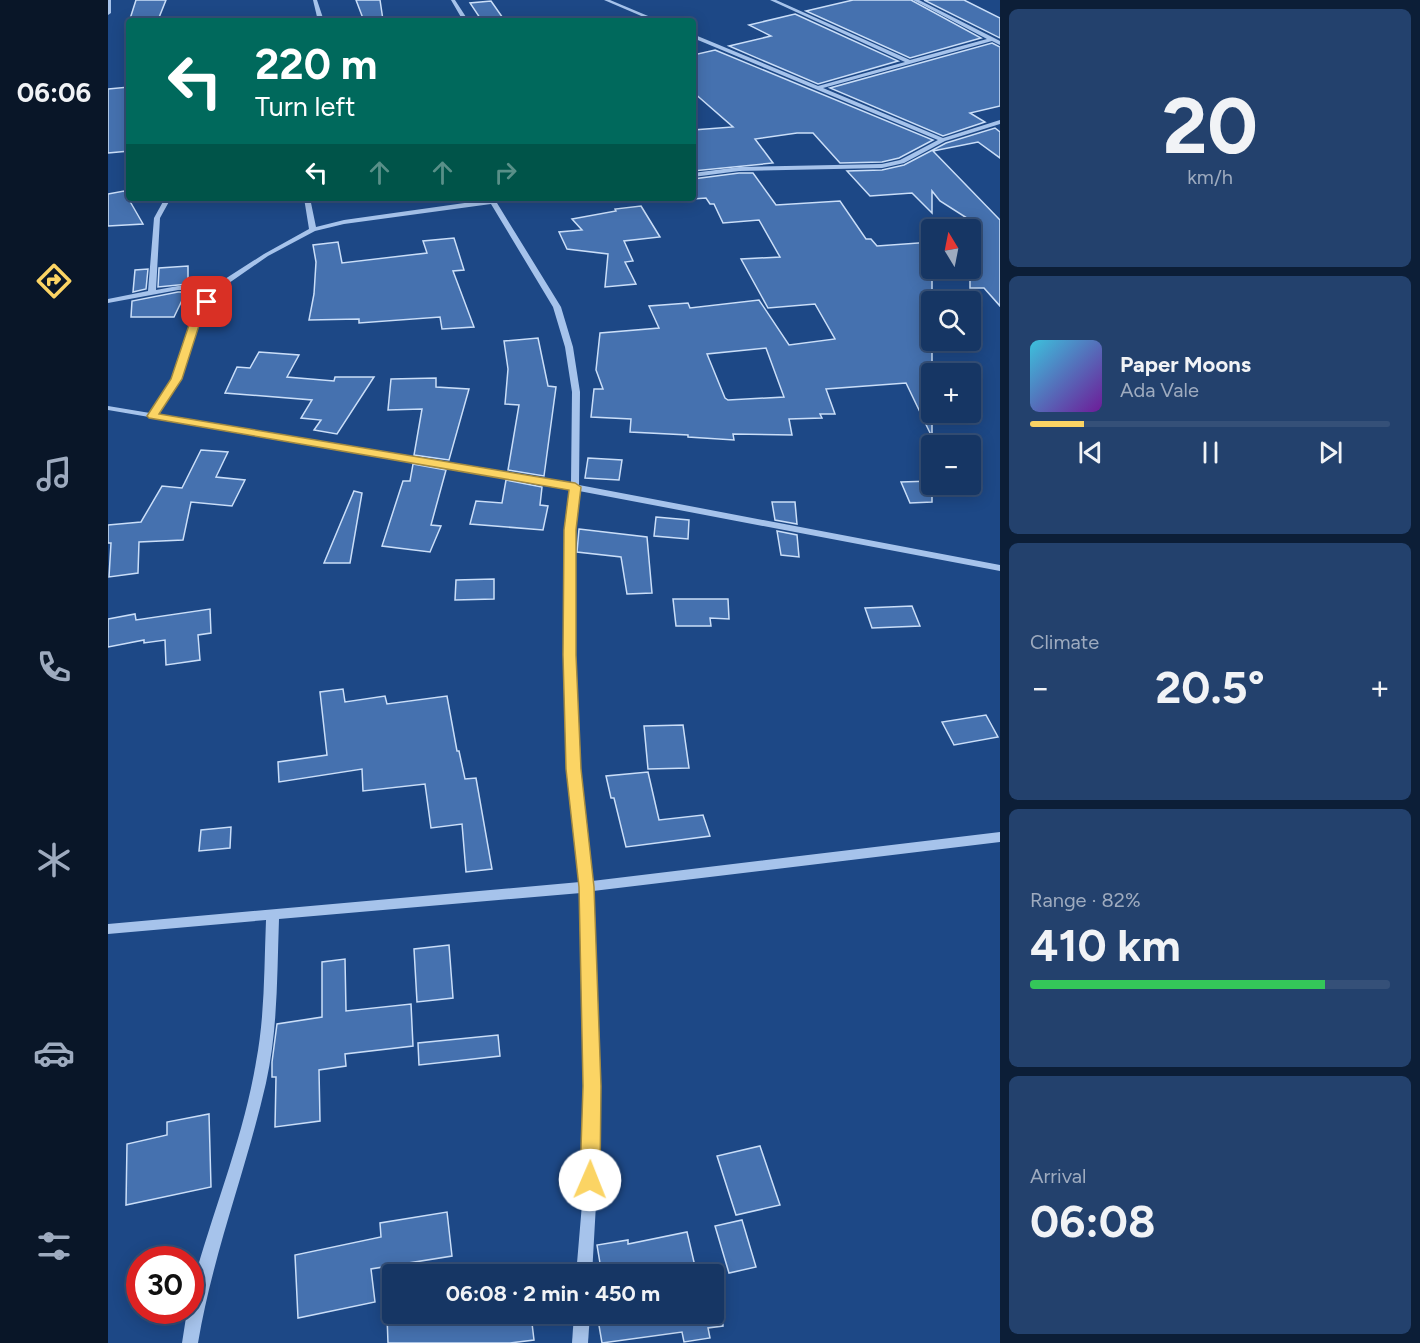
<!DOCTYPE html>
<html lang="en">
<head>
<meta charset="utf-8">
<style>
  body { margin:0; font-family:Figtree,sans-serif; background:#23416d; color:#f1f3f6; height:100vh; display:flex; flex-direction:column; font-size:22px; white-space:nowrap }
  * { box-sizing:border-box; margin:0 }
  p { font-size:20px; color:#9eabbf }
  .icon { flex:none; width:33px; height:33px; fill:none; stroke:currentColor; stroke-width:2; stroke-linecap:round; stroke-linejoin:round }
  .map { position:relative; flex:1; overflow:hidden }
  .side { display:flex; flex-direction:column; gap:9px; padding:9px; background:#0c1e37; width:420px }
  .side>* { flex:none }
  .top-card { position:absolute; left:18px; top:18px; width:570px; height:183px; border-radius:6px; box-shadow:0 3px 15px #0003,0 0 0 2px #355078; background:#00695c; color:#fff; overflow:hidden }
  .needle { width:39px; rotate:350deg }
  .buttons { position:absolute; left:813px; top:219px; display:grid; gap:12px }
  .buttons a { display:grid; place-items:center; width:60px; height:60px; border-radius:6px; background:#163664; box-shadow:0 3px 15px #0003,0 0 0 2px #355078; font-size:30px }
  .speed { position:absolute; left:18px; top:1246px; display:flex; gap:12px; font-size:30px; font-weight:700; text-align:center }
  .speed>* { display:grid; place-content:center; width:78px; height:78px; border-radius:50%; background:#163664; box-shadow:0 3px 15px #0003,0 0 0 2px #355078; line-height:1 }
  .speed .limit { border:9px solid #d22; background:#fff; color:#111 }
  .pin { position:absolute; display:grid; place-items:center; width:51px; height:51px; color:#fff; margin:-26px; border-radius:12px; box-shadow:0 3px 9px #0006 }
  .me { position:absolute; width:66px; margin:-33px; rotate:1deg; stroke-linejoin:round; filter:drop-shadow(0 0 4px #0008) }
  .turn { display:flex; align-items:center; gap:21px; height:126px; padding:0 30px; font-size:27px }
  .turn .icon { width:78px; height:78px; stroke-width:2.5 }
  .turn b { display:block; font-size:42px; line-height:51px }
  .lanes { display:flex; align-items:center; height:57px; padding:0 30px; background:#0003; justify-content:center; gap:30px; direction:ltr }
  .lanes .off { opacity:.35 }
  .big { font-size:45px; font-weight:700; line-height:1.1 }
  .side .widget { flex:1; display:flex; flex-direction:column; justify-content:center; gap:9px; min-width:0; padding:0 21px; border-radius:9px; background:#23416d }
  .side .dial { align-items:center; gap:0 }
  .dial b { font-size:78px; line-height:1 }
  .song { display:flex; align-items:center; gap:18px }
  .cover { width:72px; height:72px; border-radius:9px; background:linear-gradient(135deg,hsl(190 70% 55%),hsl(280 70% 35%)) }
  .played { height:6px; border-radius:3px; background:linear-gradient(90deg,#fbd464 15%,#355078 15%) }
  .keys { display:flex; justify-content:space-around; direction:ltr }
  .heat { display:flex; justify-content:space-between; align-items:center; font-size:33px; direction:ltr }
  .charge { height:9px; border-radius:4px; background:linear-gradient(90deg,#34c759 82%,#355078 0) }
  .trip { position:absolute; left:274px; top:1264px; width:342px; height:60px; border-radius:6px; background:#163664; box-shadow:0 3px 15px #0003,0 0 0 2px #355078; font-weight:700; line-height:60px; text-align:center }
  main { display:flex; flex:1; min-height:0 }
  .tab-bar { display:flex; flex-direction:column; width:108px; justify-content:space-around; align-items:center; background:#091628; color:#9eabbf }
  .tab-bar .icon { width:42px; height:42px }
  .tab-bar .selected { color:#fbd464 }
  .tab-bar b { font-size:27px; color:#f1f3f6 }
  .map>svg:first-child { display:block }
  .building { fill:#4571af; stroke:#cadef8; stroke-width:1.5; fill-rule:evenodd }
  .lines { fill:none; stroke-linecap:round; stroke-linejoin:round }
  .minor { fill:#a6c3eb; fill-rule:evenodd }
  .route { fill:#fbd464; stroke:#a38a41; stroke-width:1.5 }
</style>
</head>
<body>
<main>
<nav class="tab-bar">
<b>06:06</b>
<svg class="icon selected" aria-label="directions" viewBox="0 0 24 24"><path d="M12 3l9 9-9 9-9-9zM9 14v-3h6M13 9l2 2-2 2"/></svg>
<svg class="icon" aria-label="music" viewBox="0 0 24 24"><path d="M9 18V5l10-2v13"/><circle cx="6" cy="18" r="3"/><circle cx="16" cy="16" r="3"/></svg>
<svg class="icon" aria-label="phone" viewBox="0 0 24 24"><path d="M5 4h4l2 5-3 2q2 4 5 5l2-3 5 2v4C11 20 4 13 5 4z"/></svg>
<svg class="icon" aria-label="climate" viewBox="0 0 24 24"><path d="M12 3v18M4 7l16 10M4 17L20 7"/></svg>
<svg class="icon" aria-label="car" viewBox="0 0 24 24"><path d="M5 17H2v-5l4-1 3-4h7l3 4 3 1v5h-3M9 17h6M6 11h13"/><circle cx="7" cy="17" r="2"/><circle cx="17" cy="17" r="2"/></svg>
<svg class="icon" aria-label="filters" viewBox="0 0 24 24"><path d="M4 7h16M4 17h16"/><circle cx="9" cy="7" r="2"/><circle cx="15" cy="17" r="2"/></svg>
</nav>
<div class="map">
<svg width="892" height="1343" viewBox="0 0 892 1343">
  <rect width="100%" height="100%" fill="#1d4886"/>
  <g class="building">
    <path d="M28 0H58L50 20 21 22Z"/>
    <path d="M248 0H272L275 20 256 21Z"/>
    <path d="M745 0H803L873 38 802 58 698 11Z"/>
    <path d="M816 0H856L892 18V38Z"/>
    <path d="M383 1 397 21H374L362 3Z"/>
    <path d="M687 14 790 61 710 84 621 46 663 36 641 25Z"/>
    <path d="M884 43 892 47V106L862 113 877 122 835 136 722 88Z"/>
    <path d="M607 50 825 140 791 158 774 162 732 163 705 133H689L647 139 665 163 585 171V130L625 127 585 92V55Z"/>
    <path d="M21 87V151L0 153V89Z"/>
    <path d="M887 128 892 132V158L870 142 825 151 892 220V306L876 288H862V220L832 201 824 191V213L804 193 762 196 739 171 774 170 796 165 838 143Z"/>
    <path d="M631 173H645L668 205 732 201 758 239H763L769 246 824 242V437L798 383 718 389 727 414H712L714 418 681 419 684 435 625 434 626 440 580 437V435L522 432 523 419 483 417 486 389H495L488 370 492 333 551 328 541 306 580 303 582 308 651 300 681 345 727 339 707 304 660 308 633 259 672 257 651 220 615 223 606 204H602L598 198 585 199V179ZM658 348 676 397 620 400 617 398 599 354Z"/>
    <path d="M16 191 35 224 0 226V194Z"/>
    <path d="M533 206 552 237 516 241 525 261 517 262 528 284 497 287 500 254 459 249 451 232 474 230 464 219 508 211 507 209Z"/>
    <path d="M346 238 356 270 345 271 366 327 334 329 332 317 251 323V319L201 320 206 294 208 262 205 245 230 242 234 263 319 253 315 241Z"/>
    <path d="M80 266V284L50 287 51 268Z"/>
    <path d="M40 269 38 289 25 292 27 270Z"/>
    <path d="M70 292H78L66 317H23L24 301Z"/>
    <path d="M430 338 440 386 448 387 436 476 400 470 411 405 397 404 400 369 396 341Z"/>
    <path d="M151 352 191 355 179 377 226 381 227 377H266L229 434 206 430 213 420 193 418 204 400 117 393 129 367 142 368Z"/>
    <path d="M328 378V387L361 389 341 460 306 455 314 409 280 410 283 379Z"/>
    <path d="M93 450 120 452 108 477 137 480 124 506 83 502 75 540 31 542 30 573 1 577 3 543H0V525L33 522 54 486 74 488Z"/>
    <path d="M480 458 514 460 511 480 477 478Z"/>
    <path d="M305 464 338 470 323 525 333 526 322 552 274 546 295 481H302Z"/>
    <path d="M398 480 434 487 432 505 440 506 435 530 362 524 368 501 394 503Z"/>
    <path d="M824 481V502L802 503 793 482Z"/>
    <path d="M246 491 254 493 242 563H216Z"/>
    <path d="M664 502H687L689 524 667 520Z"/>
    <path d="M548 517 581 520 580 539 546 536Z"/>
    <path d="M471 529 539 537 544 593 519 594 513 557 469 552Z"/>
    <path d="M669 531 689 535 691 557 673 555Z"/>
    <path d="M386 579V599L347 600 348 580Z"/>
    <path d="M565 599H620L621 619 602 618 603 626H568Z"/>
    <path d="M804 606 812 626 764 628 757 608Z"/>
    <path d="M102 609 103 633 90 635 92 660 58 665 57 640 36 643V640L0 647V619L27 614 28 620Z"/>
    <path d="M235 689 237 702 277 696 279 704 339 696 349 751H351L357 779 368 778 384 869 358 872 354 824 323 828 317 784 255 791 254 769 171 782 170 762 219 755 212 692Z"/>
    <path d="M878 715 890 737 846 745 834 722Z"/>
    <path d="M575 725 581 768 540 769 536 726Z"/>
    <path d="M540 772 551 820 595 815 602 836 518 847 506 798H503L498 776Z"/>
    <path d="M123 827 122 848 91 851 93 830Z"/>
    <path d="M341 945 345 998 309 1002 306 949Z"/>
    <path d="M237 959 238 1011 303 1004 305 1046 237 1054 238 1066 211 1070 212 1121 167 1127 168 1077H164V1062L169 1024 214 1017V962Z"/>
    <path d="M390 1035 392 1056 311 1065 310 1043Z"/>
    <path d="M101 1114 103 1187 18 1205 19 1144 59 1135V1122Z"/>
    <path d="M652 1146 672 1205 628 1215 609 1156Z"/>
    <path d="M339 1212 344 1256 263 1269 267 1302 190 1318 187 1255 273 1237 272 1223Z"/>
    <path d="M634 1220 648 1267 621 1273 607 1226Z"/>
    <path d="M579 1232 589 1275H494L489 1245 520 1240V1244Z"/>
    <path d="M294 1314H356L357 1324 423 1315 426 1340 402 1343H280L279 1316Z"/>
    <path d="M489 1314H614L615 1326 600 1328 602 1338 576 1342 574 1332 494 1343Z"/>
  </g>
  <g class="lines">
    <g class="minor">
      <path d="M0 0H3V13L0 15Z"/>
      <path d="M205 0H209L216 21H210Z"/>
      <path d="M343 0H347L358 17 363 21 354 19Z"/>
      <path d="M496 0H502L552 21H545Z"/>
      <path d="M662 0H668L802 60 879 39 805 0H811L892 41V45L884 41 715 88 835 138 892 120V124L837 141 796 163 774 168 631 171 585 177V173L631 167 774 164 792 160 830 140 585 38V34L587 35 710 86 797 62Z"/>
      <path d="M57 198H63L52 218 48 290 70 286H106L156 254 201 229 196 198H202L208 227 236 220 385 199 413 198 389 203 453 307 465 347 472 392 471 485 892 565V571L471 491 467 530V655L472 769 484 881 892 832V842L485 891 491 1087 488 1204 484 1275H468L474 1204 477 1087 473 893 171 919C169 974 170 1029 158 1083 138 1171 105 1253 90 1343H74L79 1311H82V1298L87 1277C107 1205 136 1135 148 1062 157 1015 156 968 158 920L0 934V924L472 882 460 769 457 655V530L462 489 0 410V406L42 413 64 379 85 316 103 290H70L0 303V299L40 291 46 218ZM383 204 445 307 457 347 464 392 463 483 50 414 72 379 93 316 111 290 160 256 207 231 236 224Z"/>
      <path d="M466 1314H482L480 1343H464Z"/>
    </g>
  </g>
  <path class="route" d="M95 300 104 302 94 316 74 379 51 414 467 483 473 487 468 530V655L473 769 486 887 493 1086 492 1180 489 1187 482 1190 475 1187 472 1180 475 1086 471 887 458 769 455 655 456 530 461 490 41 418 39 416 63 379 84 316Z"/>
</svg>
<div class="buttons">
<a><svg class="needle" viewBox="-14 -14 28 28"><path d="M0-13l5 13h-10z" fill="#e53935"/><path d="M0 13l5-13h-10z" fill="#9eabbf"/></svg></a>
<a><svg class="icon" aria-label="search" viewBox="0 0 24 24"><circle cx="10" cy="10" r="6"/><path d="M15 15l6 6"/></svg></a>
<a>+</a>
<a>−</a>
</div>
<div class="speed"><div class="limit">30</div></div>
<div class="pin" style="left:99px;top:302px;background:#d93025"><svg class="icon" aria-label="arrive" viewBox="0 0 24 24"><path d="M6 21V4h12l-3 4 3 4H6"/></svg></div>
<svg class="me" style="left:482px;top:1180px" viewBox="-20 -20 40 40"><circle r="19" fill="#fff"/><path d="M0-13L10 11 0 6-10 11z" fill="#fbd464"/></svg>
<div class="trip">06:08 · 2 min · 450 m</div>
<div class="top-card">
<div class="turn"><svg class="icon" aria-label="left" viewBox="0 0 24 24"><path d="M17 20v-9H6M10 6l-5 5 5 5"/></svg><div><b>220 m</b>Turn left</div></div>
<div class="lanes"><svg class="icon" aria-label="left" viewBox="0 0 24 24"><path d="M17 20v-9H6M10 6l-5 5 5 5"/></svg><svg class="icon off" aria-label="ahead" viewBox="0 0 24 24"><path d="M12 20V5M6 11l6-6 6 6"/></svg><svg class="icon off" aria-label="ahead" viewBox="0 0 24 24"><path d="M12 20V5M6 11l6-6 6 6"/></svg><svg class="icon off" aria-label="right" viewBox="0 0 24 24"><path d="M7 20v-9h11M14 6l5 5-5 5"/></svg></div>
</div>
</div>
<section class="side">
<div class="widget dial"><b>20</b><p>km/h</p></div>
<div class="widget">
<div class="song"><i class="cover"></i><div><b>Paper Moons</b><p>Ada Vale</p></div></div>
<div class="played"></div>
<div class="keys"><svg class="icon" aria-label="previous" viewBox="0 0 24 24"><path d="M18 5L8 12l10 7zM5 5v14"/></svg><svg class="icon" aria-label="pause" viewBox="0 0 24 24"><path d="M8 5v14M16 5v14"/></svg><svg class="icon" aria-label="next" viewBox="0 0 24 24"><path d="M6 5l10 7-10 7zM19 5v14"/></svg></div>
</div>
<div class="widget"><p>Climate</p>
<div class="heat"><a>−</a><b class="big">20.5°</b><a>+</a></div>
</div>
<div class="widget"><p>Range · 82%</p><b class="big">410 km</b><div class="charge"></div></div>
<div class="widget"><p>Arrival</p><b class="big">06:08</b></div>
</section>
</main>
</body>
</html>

--- What is required ---
Set down exactly the lines from the start of the records through the line containing "font-size:45px; font-weight:700; line-height:1.1", both included, and omit the pictures.

--- Answer to this problem ---
<!DOCTYPE html>
<html lang="en">
<head>
<meta charset="utf-8">
<style>
  body { margin:0; font-family:Figtree,sans-serif; background:#23416d; color:#f1f3f6; height:100vh; display:flex; flex-direction:column; font-size:22px; white-space:nowrap }
  * { box-sizing:border-box; margin:0 }
  p { font-size:20px; color:#9eabbf }
  .icon { flex:none; width:33px; height:33px; fill:none; stroke:currentColor; stroke-width:2; stroke-linecap:round; stroke-linejoin:round }
  .map { position:relative; flex:1; overflow:hidden }
  .side { display:flex; flex-direction:column; gap:9px; padding:9px; background:#0c1e37; width:420px }
  .side>* { flex:none }
  .top-card { position:absolute; left:18px; top:18px; width:570px; height:183px; border-radius:6px; box-shadow:0 3px 15px #0003,0 0 0 2px #355078; background:#00695c; color:#fff; overflow:hidden }
  .needle { width:39px; rotate:350deg }
  .buttons { position:absolute; left:813px; top:219px; display:grid; gap:12px }
  .buttons a { display:grid; place-items:center; width:60px; height:60px; border-radius:6px; background:#163664; box-shadow:0 3px 15px #0003,0 0 0 2px #355078; font-size:30px }
  .speed { position:absolute; left:18px; top:1246px; display:flex; gap:12px; font-size:30px; font-weight:700; text-align:center }
  .speed>* { display:grid; place-content:center; width:78px; height:78px; border-radius:50%; background:#163664; box-shadow:0 3px 15px #0003,0 0 0 2px #355078; line-height:1 }
  .speed .limit { border:9px solid #d22; background:#fff; color:#111 }
  .pin { position:absolute; display:grid; place-items:center; width:51px; height:51px; color:#fff; margin:-26px; border-radius:12px; box-shadow:0 3px 9px #0006 }
  .me { position:absolute; width:66px; margin:-33px; rotate:1deg; stroke-linejoin:round; filter:drop-shadow(0 0 4px #0008) }
  .turn { display:flex; align-items:center; gap:21px; height:126px; padding:0 30px; font-size:27px }
  .turn .icon { width:78px; height:78px; stroke-width:2.5 }
  .turn b { display:block; font-size:42px; line-height:51px }
  .lanes { display:flex; align-items:center; height:57px; padding:0 30px; background:#0003; justify-content:center; gap:30px; direction:ltr }
  .lanes .off { opacity:.35 }
  .big { font-size:45px; font-weight:700; line-height:1.1 }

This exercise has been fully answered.